[Dataset excerpts]
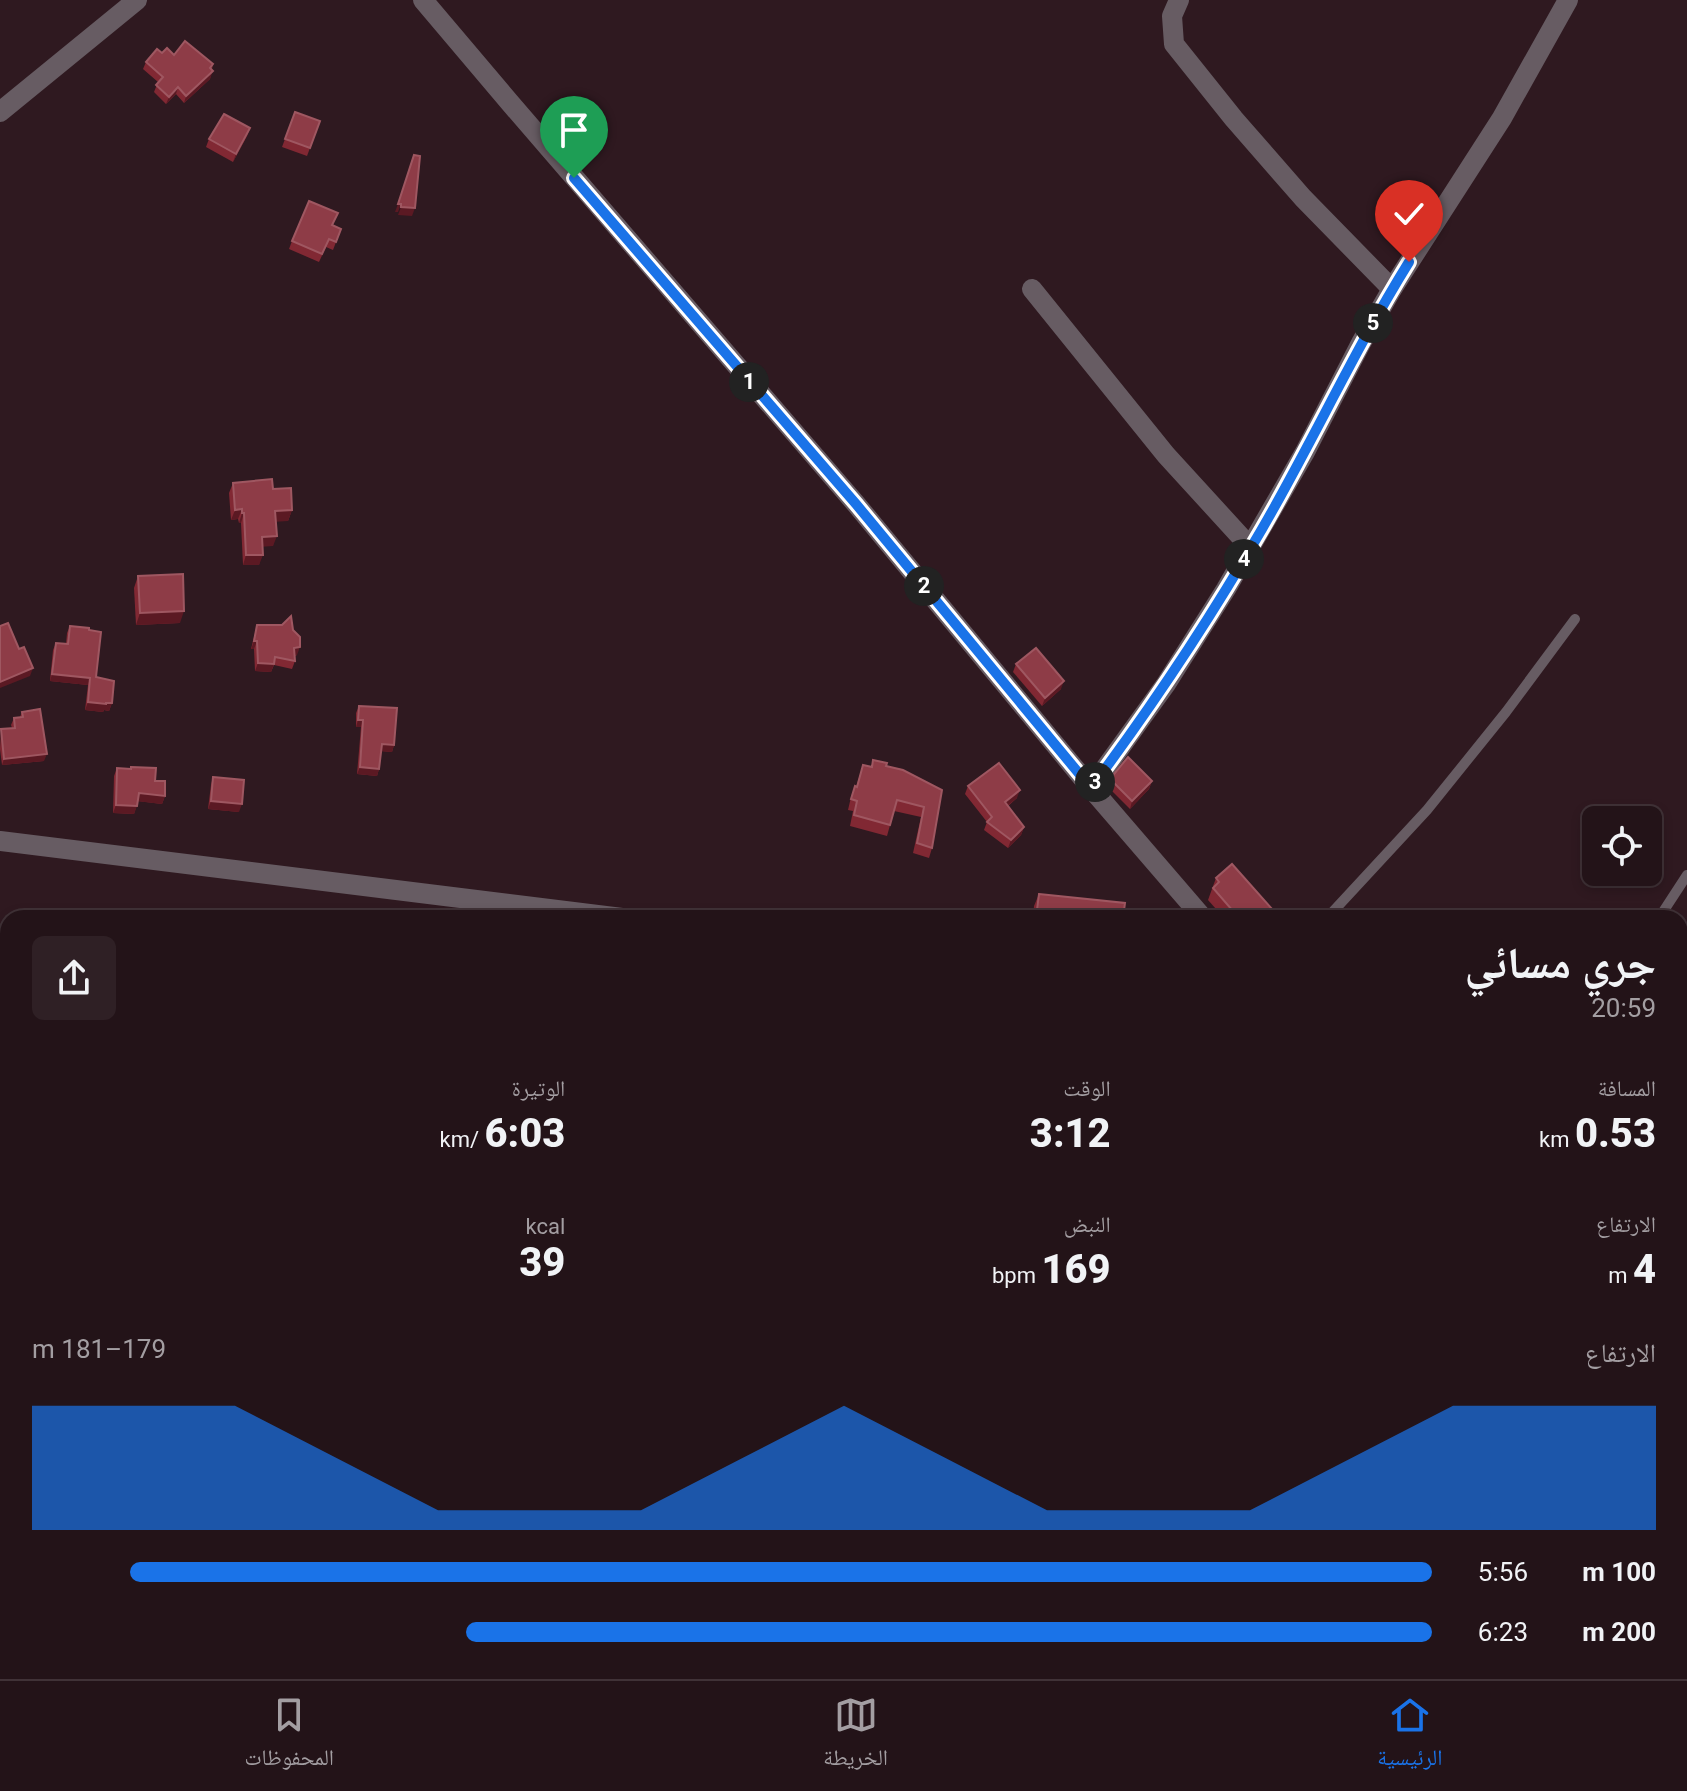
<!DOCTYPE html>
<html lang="ar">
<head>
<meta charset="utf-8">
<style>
	body { margin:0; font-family:Roboto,"Noto Naskh Arabic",sans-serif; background:#2f2025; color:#f1f3f6; direction:rtl; height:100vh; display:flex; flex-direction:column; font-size:30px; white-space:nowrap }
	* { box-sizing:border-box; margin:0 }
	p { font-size:26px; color:#a39ea2 }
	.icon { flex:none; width:44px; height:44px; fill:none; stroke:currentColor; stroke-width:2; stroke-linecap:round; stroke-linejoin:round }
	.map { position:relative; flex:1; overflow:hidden; direction:ltr }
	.sheet { position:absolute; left:0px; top:910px; width:1688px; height:770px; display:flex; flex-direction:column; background:#231318; border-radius:24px 24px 0 0; box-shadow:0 4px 12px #0003,0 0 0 2px #403237; direction:rtl }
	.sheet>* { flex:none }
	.tools { position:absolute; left:1582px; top:806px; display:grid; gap:16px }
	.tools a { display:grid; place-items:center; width:80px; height:80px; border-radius:12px; background:#231318; box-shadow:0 4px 12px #0003,0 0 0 2px #403237; font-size:40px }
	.pin { position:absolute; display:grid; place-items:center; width:68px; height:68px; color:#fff; margin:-82px -34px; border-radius:50% 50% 50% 0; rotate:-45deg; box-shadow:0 0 8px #0007 }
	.pin .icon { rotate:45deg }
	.km { position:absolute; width:40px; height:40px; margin:-20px; border-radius:50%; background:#222; color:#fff; font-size:22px; line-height:40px; text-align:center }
	.round { display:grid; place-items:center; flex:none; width:84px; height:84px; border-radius:12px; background:#2f2025 }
	.headline { display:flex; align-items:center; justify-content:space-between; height:136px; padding:0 32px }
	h1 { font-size:44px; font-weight:800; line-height:60px }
	.stats { display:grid; grid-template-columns:repeat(3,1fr); gap:12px; height:136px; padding:8px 32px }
	.stats div { display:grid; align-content:center }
	.stats b { font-size:40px; font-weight:800 }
	.stats small { font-size:22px; font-weight:400 }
	.stats p { font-size:22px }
	.chart { height:224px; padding:16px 32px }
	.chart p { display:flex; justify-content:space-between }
	.chart svg { width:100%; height:144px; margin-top:8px; fill:#1a73e8; opacity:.7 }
	ul { padding:0 32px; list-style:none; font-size:26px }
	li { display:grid; grid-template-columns:128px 96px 1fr; align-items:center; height:60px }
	li i { height:20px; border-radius:10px; background:#1a73e8 }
	.tabs { display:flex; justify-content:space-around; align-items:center; height:112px; border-top:2px solid #403237; background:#231318; font-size:22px; color:#a39ea2 }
	.tabs a { display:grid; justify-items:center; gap:4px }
	.tabs .active { color:#1a73e8 }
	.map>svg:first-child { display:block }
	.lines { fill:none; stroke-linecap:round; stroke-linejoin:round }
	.service { stroke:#675c63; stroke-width:10 }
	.minor { stroke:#675c63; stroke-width:20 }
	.wall { fill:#812833 }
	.shaded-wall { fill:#5b1923 }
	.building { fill:#8e3c47; stroke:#9f5761; stroke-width:2 }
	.route-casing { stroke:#fff; stroke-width:16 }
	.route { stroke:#1a73e8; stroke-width:10 }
</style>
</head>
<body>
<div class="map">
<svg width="1687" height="1679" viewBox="0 0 1687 1679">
	<rect width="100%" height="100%" fill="#2f1920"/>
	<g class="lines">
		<g class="service">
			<path d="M1327,918L1427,810L1506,712L1575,619"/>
			<path d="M1659,918L1687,875"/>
			<path d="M1680,1227L1687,1215"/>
		</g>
		<g class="minor">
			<path d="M423,0L511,104L856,504L1091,788L1203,918"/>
			<path d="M1179,0L1172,16L1174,44L1234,119L1303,198L1392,289"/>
			<path d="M0,112L137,0"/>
			<path d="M1032,289L1166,455L1251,548"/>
			<path d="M1091,788L1166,684L1226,589L1305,452L1361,343L1392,289L1502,118L1568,0"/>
			<path d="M0,841L622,918"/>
			<path d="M1680,1449L1687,1457"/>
			<path d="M1004,1672L1005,1679"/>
			<path d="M562,1679L563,1672"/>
		</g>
	</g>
	<g class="wall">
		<path d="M162,53L213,64L210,79L184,103L176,94L166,104L154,92L158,82L143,69L146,62Z"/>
		<path d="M295,112L320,121L307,156L282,147Z"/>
		<path d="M250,128L247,136L233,162L206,147L209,139Z"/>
		<path d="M333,225L341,229L333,250L326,247L319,262L289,249L292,241Z"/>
		<path d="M233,483L273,489L292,510L288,521H276L273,546H263L259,565H243L241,523H239L238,519L231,520L229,493Z"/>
		<path d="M138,576L180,623L136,625L134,588Z"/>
		<path d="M257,625L297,655L295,656V661L292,669L274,665L271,672L255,671L254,649H251Z"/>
		<path d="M70,626L89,630L96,677L112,703L109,711L104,710L103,712L85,710L88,685L50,681L53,650L56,643L66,644L67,633Z"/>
		<path d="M1016,664L1061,689L1042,706L1013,672Z"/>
		<path d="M359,706L394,745L392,752L381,751L379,769L377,776L357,774L361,727H356V713Z"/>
		<path d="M22,712L44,761L2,765L0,749L1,729L12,728L11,725L14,718L20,717Z"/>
		<path d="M873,760L942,790L932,848L929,858L913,853L921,817L894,811L887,836L850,826L853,811L848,810L851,797L855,786L856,787L863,765L871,767Z"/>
		<path d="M117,768L155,781L165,796L162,804L138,801L134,814L113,813L114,776Z"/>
		<path d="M213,777L239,812L208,809L211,785Z"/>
		<path d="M1110,779L1152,781L1149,789L1130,809L1108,787Z"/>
		<path d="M968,786L1017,798L1008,806L1024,827L1021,835L1008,848L984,830L987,822L965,794Z"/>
		<path d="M1216,878L1280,918H1224L1208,900Z"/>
		<path d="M1039,894L1123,918H1033L1034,906Z"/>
		<path d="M1680,1475L1687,1476V1524L1680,1522Z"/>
		<path d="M1687,1607V1622L1682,1620Z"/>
		<path d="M1585,1672H1617L1615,1677L1605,1674L1604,1678Z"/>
	</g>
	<g class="shaded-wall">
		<path d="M213,71L210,79L184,103L186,96Z"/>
		<path d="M178,87L176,94L166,104L169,97Z"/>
		<path d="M250,128L247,136L233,162L236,154Z"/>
		<path d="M398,204H401L398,212H395Z"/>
		<path d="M401,207L415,208L412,216L398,215Z"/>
		<path d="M242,509L238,519L231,520L235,510Z"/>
		<path d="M292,510L288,521L272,522L275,511Z"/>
		<path d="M242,513H244L241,523H239Z"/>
		<path d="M277,536L273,546L259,547L262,537Z"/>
		<path d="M246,555H263L259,565H243Z"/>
		<path d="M184,611L180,623L136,625L140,613Z"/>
		<path d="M254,641H257L254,649H251Z"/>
		<path d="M300,647L297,655L291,656L294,648Z"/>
		<path d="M258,663L274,664L271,672L255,671Z"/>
		<path d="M33,668L30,676L0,688V682Z"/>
		<path d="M52,674L90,678L88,685L50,681Z"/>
		<path d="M1064,681L1061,689L1042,706L1045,698Z"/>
		<path d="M88,702L106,703H112L109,711L104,710L103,712L85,710Z"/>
		<path d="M358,720H363L361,727H356Z"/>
		<path d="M382,744L394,745L392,752L379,751Z"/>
		<path d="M47,754L44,761L2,765L4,759Z"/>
		<path d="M360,767L379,769L377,776L357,774Z"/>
		<path d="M1152,781L1149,789L1130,809L1132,801Z"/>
		<path d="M1020,790L1017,798L1002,810L1005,802Z"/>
		<path d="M139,793L165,796L162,804L136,801Z"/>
		<path d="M211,801L242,804L239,812L208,809Z"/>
		<path d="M116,805L137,806L134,814L113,813Z"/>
		<path d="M1024,827L1021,835L1008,848L1011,840Z"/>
	</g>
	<g class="building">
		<path d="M185,41L213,64L210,68L213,71L186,96L178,87L169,97L156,85L163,77L146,62L157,49L162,53L167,48L174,55Z"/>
		<path d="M295,112L320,121L310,148L285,139Z"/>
		<path d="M224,114L250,128L236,154L209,139Z"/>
		<path d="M414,155L420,156L415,208L401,207V204H398Z"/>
		<path d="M309,201L338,213L332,225L341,229L336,242L329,239L322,254L292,241Z"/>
		<path d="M272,479L273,489L291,488L292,510L275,511L277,536L262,537L263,555H246L244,513H242V509L235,510L233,483Z"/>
		<path d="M183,574L184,611L140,613L138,576Z"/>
		<path d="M291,616L293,630L300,637V647L294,648L295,661L275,657L274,664L258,663L257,641H254L257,625H282Z"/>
		<path d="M8,623L19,649L24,647L33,668L0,682V626Z"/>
		<path d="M70,626L89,628V630L101,632L96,677L114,681L112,703H106V704L88,702L90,678L52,674L56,643L68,644Z"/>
		<path d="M1036,648L1064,681L1045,698L1016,664Z"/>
		<path d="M359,706L397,708L394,745L382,744L379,769L360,767L363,720H358Z"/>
		<path d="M40,709L47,754L4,759L1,729L15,728L14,718L23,717L22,712Z"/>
		<path d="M1128,757L1152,781L1132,801L1110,779Z"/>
		<path d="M873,760L887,763L886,766L903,770L942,790L932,848L917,843L924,807L897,800L890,825L854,815L857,801L851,799L855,786L857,787L863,765L872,767Z"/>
		<path d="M999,763L1020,790L1005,802L1024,827L1011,840L987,822L992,817L968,786Z"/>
		<path d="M131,767L156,768L155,781H165V796L139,793L137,806L116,805L117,768L131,769Z"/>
		<path d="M213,777L244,780L242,804L211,801Z"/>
		<path d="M1232,864L1280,918H1239L1213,888L1219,882L1216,878Z"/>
		<path d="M1039,894L1125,903L1123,918H1036Z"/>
		<path d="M1680,1475L1687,1476V1517L1680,1515Z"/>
		<path d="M1368,1672H1405L1404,1674L1408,1675L1407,1679H1366Z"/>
		<path d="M1488,1672H1508L1526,1675V1679H1487Z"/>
	</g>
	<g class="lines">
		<defs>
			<path id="route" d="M574,178L856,504L1091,788C1153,705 1210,619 1262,529C1313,441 1355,349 1409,262"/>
		</defs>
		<use href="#route" class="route-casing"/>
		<use href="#route" class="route"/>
	</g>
</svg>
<div class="tools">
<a><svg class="icon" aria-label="locate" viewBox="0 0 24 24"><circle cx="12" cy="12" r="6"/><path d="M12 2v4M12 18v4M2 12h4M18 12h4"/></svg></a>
</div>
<div class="pin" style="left:574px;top:178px;background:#1e9e55"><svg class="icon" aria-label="arrive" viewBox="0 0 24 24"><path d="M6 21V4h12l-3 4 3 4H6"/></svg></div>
<div class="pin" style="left:1409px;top:262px;background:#d93025"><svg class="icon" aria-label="check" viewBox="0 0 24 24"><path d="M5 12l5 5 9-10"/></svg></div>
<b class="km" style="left:749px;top:382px">1</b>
<b class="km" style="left:924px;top:586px">2</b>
<b class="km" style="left:1095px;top:782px">3</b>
<b class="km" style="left:1244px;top:559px">4</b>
<b class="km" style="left:1373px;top:323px">5</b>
<section class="sheet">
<div class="headline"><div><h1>جري مسائي</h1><p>20:59</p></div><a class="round"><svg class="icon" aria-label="share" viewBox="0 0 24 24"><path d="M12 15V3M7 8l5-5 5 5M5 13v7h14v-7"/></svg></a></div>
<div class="stats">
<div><p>المسافة</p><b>0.53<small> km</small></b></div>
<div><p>الوقت</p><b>3:12</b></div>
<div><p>الوتيرة</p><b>6:03<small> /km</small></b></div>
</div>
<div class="stats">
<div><p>الارتفاع</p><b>4<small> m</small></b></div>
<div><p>النبض</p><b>169<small> bpm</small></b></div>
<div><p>kcal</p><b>39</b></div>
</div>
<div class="chart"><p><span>الارتفاع</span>179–181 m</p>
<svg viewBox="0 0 160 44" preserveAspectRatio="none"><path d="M0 44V6L10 6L20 6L30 22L40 38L50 38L60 38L70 22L80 6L90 22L100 38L110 38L120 38L130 22L140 6L150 6L160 6V44z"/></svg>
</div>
<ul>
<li><b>100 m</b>5:56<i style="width:93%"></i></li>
<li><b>200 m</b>6:23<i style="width:69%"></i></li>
</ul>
</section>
</div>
<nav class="tabs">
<a class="active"><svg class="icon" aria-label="home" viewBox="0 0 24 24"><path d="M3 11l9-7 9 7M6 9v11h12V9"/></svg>الرئيسية</a>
<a><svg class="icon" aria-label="map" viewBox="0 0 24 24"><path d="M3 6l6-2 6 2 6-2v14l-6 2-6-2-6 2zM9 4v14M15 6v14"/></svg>الخريطة</a>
<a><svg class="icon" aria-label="saved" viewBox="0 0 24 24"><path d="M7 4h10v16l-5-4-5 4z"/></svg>المحفوظات</a>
</nav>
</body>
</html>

### Instructions to follow
Copy each line of the records that has "الارتفاع" in it.

### Result of the task
<div><p>الارتفاع</p><b>4<small> m</small></b></div>
<div class="chart"><p><span>الارتفاع</span>179–181 m</p>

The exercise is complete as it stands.